Testing was almost all the time done without Keyboard, Mouse, DVD or HD connected. (So just the screen connected and needed CPU, PSU wires). One thing however that i found weird, was that, as last desperate test i ran the setup without FAN, and the CPU's did not even get warm ?

Here you will find a Excel file with all the possible setups i have done and what the outcome was http://www.filedump.net/dumped/pctesting1336249171.zip


----------



## sodamhall (May 4, 2012)

*Re: PC starts up but no display !!!*

Have you checked the jumpers? Do you get a single beep when you press the power button on the pc unit?


----------



## Firebirdz (May 5, 2012)

*Re: PC starts up but no display !!!*

Which jumpers, on the motherboard ? they should be fine yes, will check it out in detail asap. 

The thing is i get 0 beeps when i put it in the case (should have built in buzzer or speaker in antec sonata 3. And on the cardboard i get no beeps as nothing is connected to SPKR and i dont have a spare buzzer / spkr.

The LED display of the asus commando keeps saying 'CPU INIT', even when i start withuout a CPU in the MOBO.


----------



## Tyree (May 10, 2009)

*Re: PC starts up but no display !!!*

I'm confused about listing two GPU's under "New items bought or Extra test items:"
I also have serious doubts about the quality of that PSU. 
I would suggest a bench test-
Remove EVERYTHING from the case.
Set the motherboard on a non conductive surface. The motherboard box is perfect for this. DO NOT PLACE THE MOTHERBOARD ON THE STATIC BAG! It can actually conduct electricity! 
Install the CPU and heat sink. 
Install 1 stick of RAM.
Install the video card and attach the power supply connection(s) to the card if your card needs it.
Connect the monitor to the video card.
Connect the power supply to the motherboard with both the 24pin main ATX Power connection and the separate 4 or 8 pin power connection.
Connect power to the power supply.
Do NOT connect ANYTHING else. Make sure you have the power connector on the CPU fan connected.
Use a small screwdriver to momentarily short the power switch connector on the motherboard. Consult your motherboard manual to find which two pins connect to your case's power switch. Then touch both pins with a screwdriver to complete the circuit and boot the system.

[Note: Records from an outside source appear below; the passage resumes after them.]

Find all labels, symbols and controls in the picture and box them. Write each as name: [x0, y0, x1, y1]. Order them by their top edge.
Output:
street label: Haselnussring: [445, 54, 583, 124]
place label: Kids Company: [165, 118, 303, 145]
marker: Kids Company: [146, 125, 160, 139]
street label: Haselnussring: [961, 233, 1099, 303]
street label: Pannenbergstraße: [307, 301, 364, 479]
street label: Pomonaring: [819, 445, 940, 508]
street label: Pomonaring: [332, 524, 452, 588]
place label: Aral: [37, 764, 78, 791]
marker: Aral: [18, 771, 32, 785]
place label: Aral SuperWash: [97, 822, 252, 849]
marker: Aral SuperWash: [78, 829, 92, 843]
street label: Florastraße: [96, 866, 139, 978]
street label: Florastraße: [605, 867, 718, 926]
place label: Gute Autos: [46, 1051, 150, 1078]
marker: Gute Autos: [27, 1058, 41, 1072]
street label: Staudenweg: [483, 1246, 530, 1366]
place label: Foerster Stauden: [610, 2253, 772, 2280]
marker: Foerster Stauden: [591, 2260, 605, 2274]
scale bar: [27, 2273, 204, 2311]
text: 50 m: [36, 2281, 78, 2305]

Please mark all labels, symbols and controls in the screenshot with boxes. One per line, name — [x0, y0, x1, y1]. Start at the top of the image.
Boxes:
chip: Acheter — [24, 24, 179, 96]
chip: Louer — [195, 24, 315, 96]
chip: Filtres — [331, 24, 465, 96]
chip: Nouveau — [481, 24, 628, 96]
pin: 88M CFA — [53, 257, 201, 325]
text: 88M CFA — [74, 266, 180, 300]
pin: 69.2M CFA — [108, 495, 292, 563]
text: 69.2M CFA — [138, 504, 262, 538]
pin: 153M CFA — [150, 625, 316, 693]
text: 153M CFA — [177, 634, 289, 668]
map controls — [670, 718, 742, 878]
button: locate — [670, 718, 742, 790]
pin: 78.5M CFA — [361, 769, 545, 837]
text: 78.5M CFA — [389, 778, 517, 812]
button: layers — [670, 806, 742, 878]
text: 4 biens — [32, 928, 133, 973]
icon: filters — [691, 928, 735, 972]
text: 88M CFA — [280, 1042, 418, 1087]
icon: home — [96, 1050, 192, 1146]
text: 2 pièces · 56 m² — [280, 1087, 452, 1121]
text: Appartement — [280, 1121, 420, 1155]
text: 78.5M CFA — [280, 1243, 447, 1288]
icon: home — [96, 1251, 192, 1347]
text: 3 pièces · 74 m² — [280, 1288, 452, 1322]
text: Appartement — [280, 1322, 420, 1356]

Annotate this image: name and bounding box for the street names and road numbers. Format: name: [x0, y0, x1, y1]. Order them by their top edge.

If all is well, it should power up and you should get a display. Then assemble the parts into the case and try again. If the system now fails to boot, you have a short in the case and need to recheck your motherboard standoffs.

If the system does not boot after this process, then you most likely have a faulty component. You'll need to swap parts, start with the power supply, until you determine what is defective.


----------



## Firebirdz (May 5, 2012)

*Re: PC starts up but no display !!!*

HELP 

So today i was really happy as it finally booted, OUT of the case.
It seemed that for every testrun (out of the case) i did, i forgot the separate 4 or 8 pin power connection. And thus when pluggin this in, it would finally boot and ask for a boot drive (cd dvd hd) on my screen.

But when today i put all the hardware back into the case it would boot up the first time, but after a few restarts it did EXACTLY the same as before. What happens: i see the screen lightning up a little for a few times on and off (a black image is send to the screen, but nothing on it). I see the PLED going into stage 1 2 3 untill they are all full lighted, but after a while PLED 3 goes out and PLED 2 starts flickering (PLED1 still on ) ?

So is my case faulty ? *** is that even possible ?! Is my case shortcircuiting something ?


----------



## Tyree (May 10, 2009)

*Re: PC starts up but no display !!!*

Sounds like the Mobo shorting to the case.
Did you use one standoff, no more - no less, for each Mobo mounting hole?


----------



## Firebirdz (May 5, 2012)

*Re: PC starts up but no display !!!*

Hi guys i would like to thank all of you for helping me, especially Tyree !

The problem is resolved !

My conclusion: I guess that my house isn't grounded properly for 100 %, and neither was my casing, it seemed that the Antec Sonata III case has some grounding issues (generally known on the internet) I took the front panel of my case and cleaned everything, also replaced some of the mobo standoffs. This did the trick


----------



## Tyree (May 10, 2009)

*Re: PC starts up but no display !!!*

Glad you got it sorted out and you're welcome for any help we suggested.


----------